(Provided entries Opens)
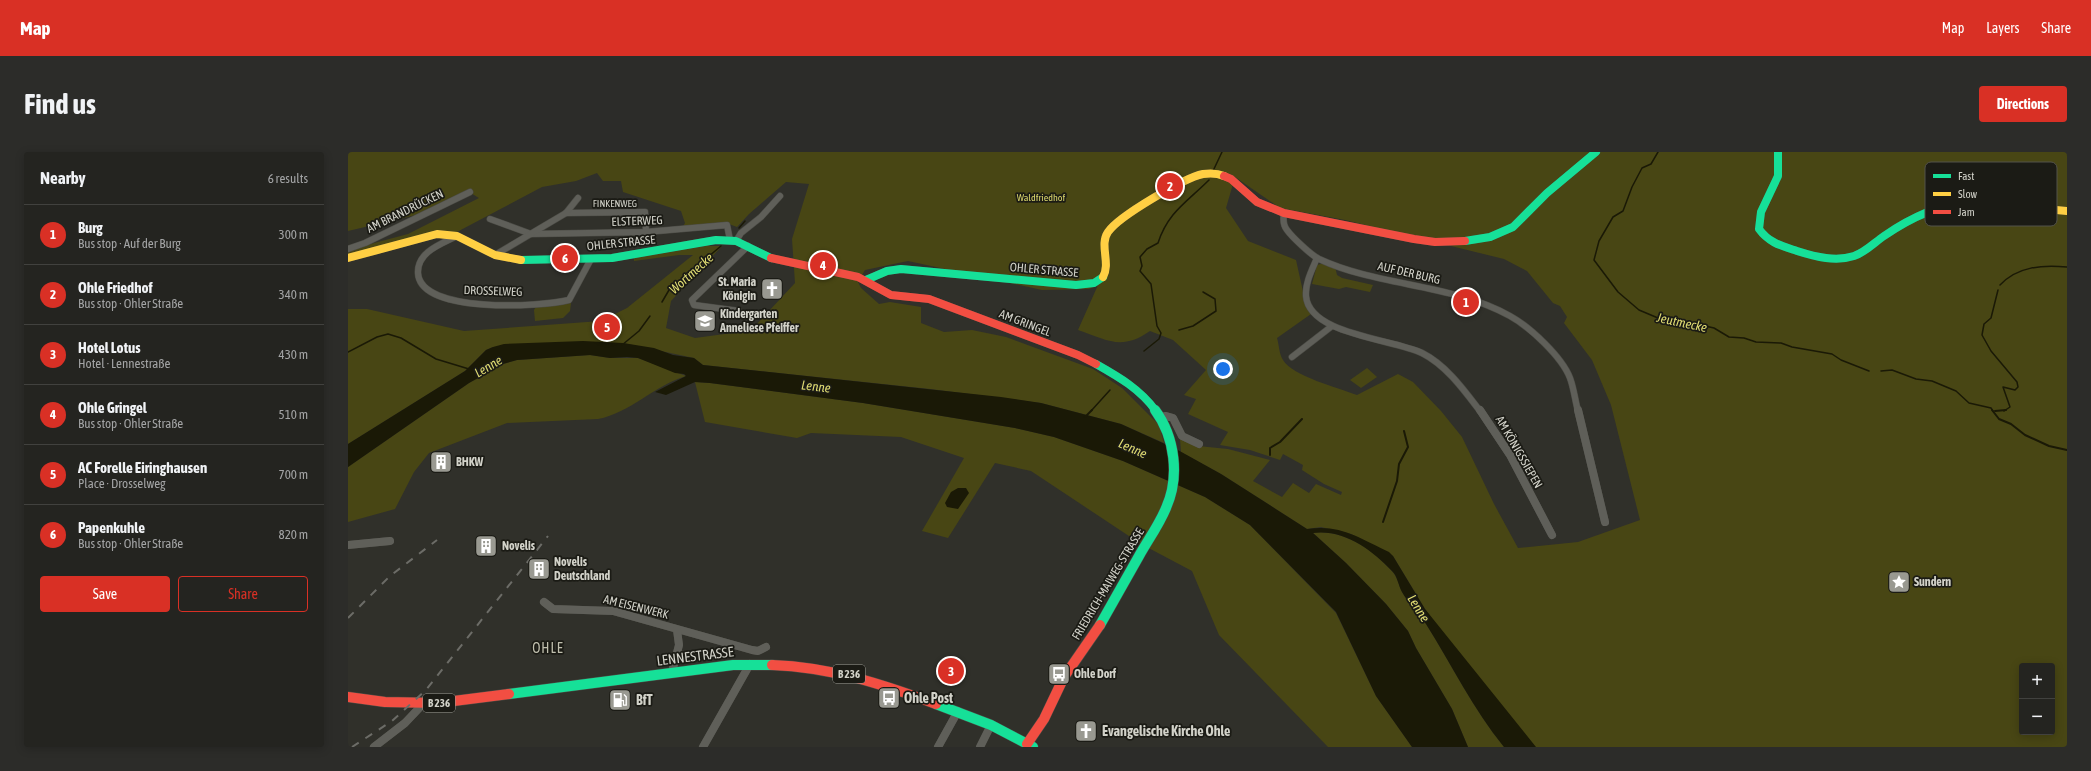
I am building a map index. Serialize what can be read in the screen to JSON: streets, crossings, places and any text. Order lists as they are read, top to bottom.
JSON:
{
  "streets": {
    "street": [
      "FINKENWEG",
      "AM BRANDRÜCKEN",
      "ELSTERWEG",
      "OHLER STRASSE",
      "AUF DER BURG",
      "DROSSELWEG",
      "AM GRINGEL",
      "AM KÖNIGSSIEPEN",
      "FRIEDRICH-MAIWEG-STRASSE",
      "AM EISENWERK",
      "LENNESTRASSE",
      "B 236"
    ]
  },
  "crossings": [
    ["FINKENWEG", "ELSTERWEG"],
    ["ELSTERWEG", "OHLER STRASSE"],
    ["OHLER STRASSE", "AUF DER BURG"],
    ["OHLER STRASSE", "DROSSELWEG"],
    ["OHLER STRASSE", "AM GRINGEL"],
    ["AUF DER BURG", "AM KÖNIGSSIEPEN"],
    ["AM GRINGEL", "FRIEDRICH-MAIWEG-STRASSE"],
    ["FRIEDRICH-MAIWEG-STRASSE", "LENNESTRASSE"],
    ["AM EISENWERK", "LENNESTRASSE"]
  ],
  "districts": ["OHLE"],
  "water": ["Wortmecke", "Jeutmecke", "Lenne"],
  "parks": ["Waldfriedhof"],
  "places": {
    "church": ["St. Maria Königin", "Evangelische Kirche Ohle"],
    "school or university": ["Kindergarten Anneliese Pfeiffer"],
    "building": ["BHKW", "Novelis", "Novelis Deutschland"],
    "place": ["Sundern"],
    "bus stop": ["Ohle Dorf", "Ohle Post"],
    "fuel station": ["BfT"]
  },
  "legend": ["Fast", "Slow", "Jam"],
  "page": {
    "header": "Map",
    "nav": ["Map", "Layers", "Share"],
    "buttons": [
      "Directions",
      ["Save", "Share"]
    ],
    "title": "Find us",
    "heading": ["Nearby", "6 results"],
    "pins": [
      "2",
      "6",
      "4",
      "1",
      "5",
      "3"
    ],
    "list": [
      {
        "mark": "1",
        "name": "Burg",
        "note": "Bus stop · Auf der Burg",
        "value": "300 m"
      },
      {
        "mark": "2",
        "name": "Ohle Friedhof",
        "note": "Bus stop · Ohler Straße",
        "value": "340 m"
      },
      {
        "mark": "3",
        "name": "Hotel Lotus",
        "note": "Hotel · Lennestraße",
        "value": "430 m"
      },
      {
        "mark": "4",
        "name": "Ohle Gringel",
        "note": "Bus stop · Ohler Straße",
        "value": "510 m"
      },
      {
        "mark": "5",
        "name": "AC Forelle Eiringhausen",
        "note": "Place · Drosselweg",
        "value": "700 m"
      },
      {
        "mark": "6",
        "name": "Papenkuhle",
        "note": "Bus stop · Ohler Straße",
        "value": "820 m"
      }
    ],
    "map_buttons": ["+", "−"]
  }
}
(Provided entries Closes)
[Task goal] Please output the records exactly, leaving the pictures out.

[Answer space]
I am building a map index. Serialize what can be read in the screen to JSON: streets, crossings, places and any text. Order lists as they are read, top to bottom.
JSON:
{
  "streets": {
    "street": [
      "FINKENWEG",
      "AM BRANDRÜCKEN",
      "ELSTERWEG",
      "OHLER STRASSE",
      "AUF DER BURG",
      "DROSSELWEG",
      "AM GRINGEL",
      "AM KÖNIGSSIEPEN",
      "FRIEDRICH-MAIWEG-STRASSE",
      "AM EISENWERK",
      "LENNESTRASSE",
      "B 236"
    ]
  },
  "crossings": [
    ["FINKENWEG", "ELSTERWEG"],
    ["ELSTERWEG", "OHLER STRASSE"],
    ["OHLER STRASSE", "AUF DER BURG"],
    ["OHLER STRASSE", "DROSSELWEG"],
    ["OHLER STRASSE", "AM GRINGEL"],
    ["AUF DER BURG", "AM KÖNIGSSIEPEN"],
    ["AM GRINGEL", "FRIEDRICH-MAIWEG-STRASSE"],
    ["FRIEDRICH-MAIWEG-STRASSE", "LENNESTRASSE"],
    ["AM EISENWERK", "LENNESTRASSE"]
  ],
  "districts": ["OHLE"],
  "water": ["Wortmecke", "Jeutmecke", "Lenne"],
  "parks": ["Waldfriedhof"],
  "places": {
    "church": ["St. Maria Königin", "Evangelische Kirche Ohle"],
    "school or university": ["Kindergarten Anneliese Pfeiffer"],
    "building": ["BHKW", "Novelis", "Novelis Deutschland"],
    "place": ["Sundern"],
    "bus stop": ["Ohle Dorf", "Ohle Post"],
    "fuel station": ["BfT"]
  },
  "legend": ["Fast", "Slow", "Jam"],
  "page": {
    "header": "Map",
    "nav": ["Map", "Layers", "Share"],
    "buttons": [
      "Directions",
      ["Save", "Share"]
    ],
    "title": "Find us",
    "heading": ["Nearby", "6 results"],
    "pins": [
      "2",
      "6",
      "4",
      "1",
      "5",
      "3"
    ],
    "list": [
      {
        "mark": "1",
        "name": "Burg",
        "note": "Bus stop · Auf der Burg",
        "value": "300 m"
      },
      {
        "mark": "2",
        "name": "Ohle Friedhof",
        "note": "Bus stop · Ohler Straße",
        "value": "340 m"
      },
      {
        "mark": "3",
        "name": "Hotel Lotus",
        "note": "Hotel · Lennestraße",
        "value": "430 m"
      },
      {
        "mark": "4",
        "name": "Ohle Gringel",
        "note": "Bus stop · Ohler Straße",
        "value": "510 m"
      },
      {
        "mark": "5",
        "name": "AC Forelle Eiringhausen",
        "note": "Place · Drosselweg",
        "value": "700 m"
      },
      {
        "mark": "6",
        "name": "Papenkuhle",
        "note": "Bus stop · Ohler Straße",
        "value": "820 m"
      }
    ],
    "map_buttons": ["+", "−"]
  }
}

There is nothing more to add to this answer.